Yea I have the most docile group of Polish, my last 6. One needs to be held for a minute before she'll go roost. Silly bird!


----------



## Artemis_MA (Apr 20, 2014)

jthorton, your images are so very helpful! thanks!


----------



## jthornton (May 16, 2018)

Artemis_MA said:


> jthorton, your images are so very helpful! thanks!


Your welcome. Here is one of the water tube in the brooder. As they grow I loosen the hose clamp and raise the water tube up.

JT


----------



## minicoopers (May 22, 2018)

Hi - do you put feed and water in the coop or is it only outside? I'm getting a coop later this week and tight now, they have access to food/water all the time.


----------



## boskelli1571 (Oct 30, 2017)

minicoopers said:


> Hi - do you put feed and water in the coop or is it only outside? I'm getting a coop later this week and tight now, they have access to food/water all the time.

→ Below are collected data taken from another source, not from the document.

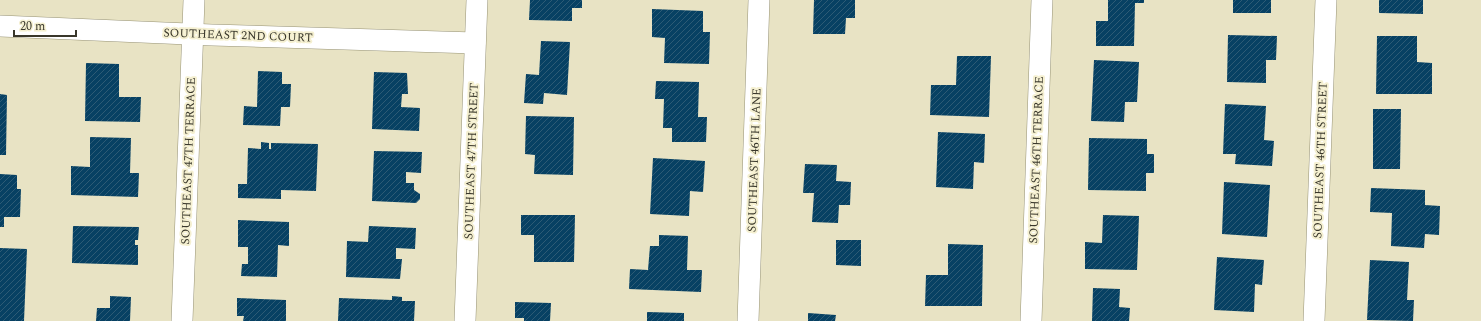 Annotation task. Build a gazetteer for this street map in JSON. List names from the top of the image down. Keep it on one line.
{"streets":{"street":["SOUTHEAST 2ND COURT","SOUTHEAST 46TH LANE","SOUTHEAST 46TH TERRACE","SOUTHEAST 46TH STREET","SOUTHEAST 47TH TERRACE","SOUTHEAST 47TH STREET"]},"crossings":[["SOUTHEAST 2ND COURT","SOUTHEAST 47TH TERRACE"],["SOUTHEAST 2ND COURT","SOUTHEAST 47TH STREET"]],"scale_bar":"20 m"} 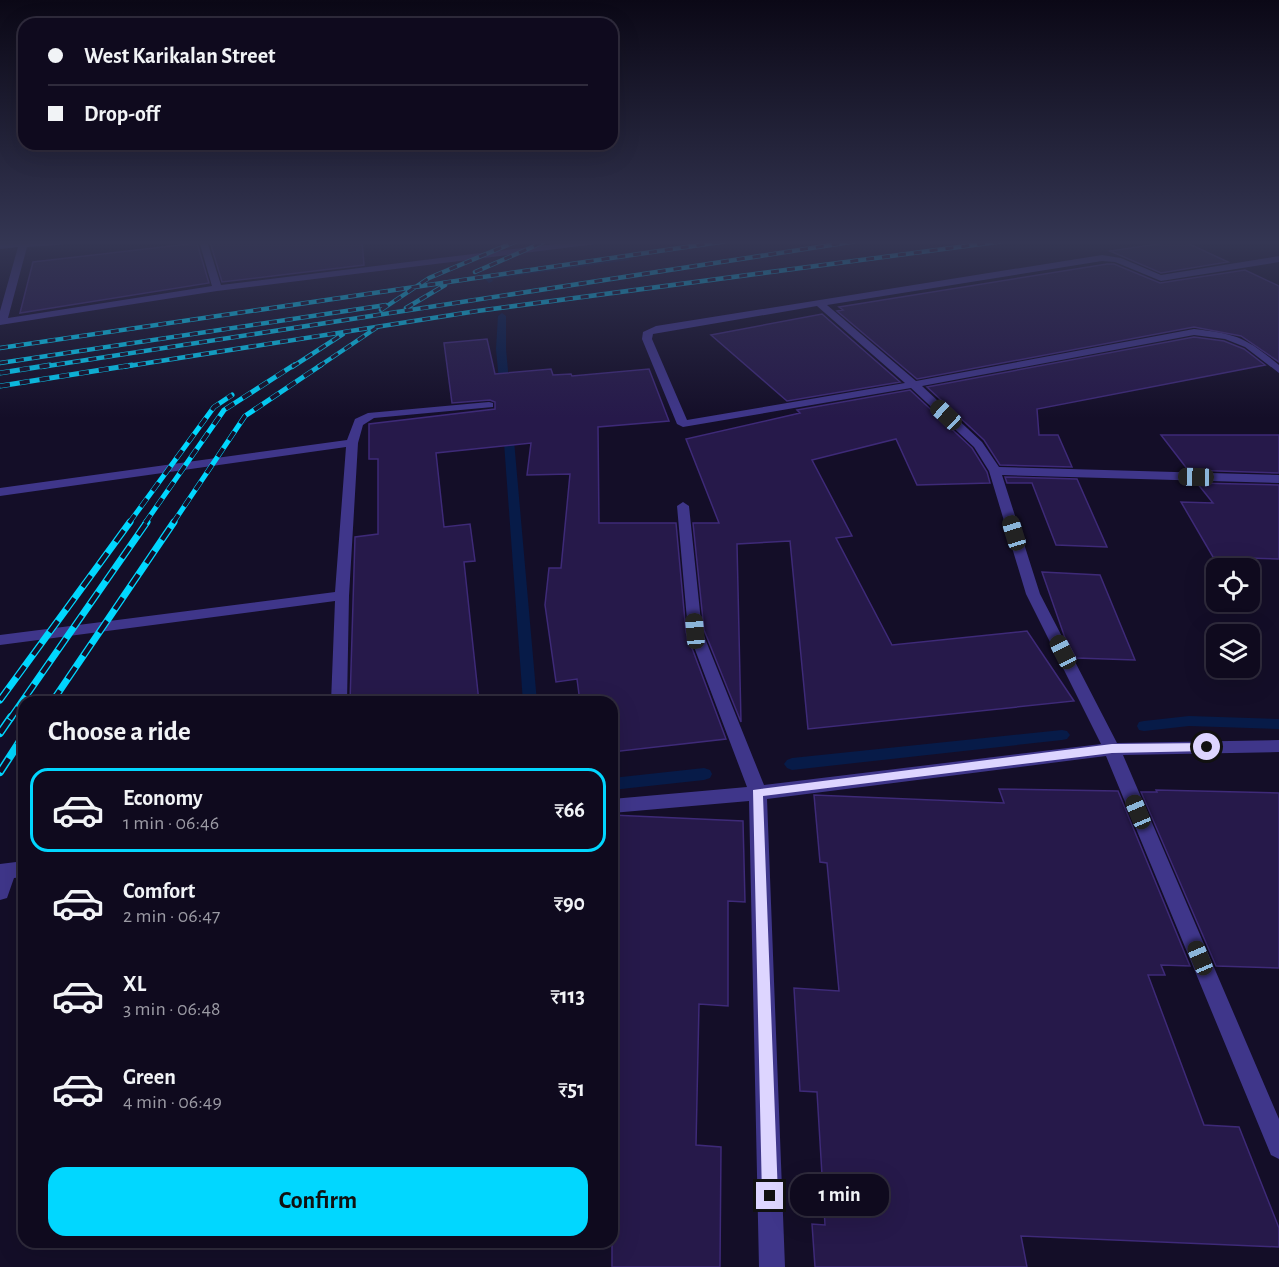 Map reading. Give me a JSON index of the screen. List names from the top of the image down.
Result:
{
  "page": {
    "banner": ["West Karikalan Street", "Drop-off"],
    "heading": "Choose a ride",
    "list": [
      {
        "name": "Economy",
        "note": "1 min · 06:46",
        "value": "₹66"
      },
      {
        "name": "Comfort",
        "note": "2 min · 06:47",
        "value": "₹90"
      },
      {
        "name": "XL",
        "note": "3 min · 06:48",
        "value": "₹113"
      },
      {
        "name": "Green",
        "note": "4 min · 06:49",
        "value": "₹51"
      }
    ],
    "buttons": "Confirm",
    "bubble": "1 min"
  }
}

I always keep the water outside the coop otherwise they will bump and spill or it will leak into the bedding. Damp bedding = respiratory problems. They will be fine overnight w/o it as long as you get them up and out in the morning


----------



## chickenqueen (Jan 9, 2016)

In the cold months,really cold/snowy months,I keep both in the coop because they spend more time in there.The rest of the year,it's outside in the front yard because they spend more time there but June-Sept I keep water in the coop because it gets really warm in there.Plus,moving the food/water sources helps in rodent control by removing their food/water sources,too.When I move them,I put poison down where it was and that's the rodents' new food source.........


----------



## seminole wind (Aug 22, 2015)

boskelli1571 said:


> I always keep the water outside the coop otherwise they will bump and spill or it will leak into the bedding. Damp bedding = respiratory problems. They will be fine overnight w/o it as long as you get them up and out in the morning


I cover up all my feeders at around 5pm. And have bait stations. It really makes a difference to have no grain available at night including spillage.


----------



## Sylie (May 4, 2018)

jthornton said:


> Vertical nipple water buckets are my favorite. That's an old photo I now have landscaping blocks around it with pea gravel under the bucket so no muddy mess. I even use a vertical nipple in a 2" pvc pipe for the chicks.
> 
> JT


My chickens don't understand the nipple waterer, they peck and then watch the drop fall and hit the floor repeatedly, it's just a messy toy. I tried taking out their regular water bowl and leaving them to figure it out but after 2 days of not drinking, they were not in great shape so I gave them their water bowl back and they drank the whole thing in a matter of minutes. My ducks would have nothing to do with it, period. They would drink from the swimming pool and then refused to eat because they had no water to wash it down with.


----------



## seminole wind (Aug 22, 2015)

I think that successful water nipple drinking starts very early.


----------



## Sylie (May 4, 2018)

seminolewind said:


> I think that successful water nipple drinking starts very early.


probably so, next time I get chickens () maybe I'll start them off with something like that


----------



## boskelli1571 (Oct 30, 2017)

seminolewind said:


> I think that successful water nipple drinking starts very early.


I tend to agree. I bought drinking cups, set it all up etc. They drink from the cups but have no clue how to refill them - I have shown them several times, but I think they assume that's what I'm there for......


----------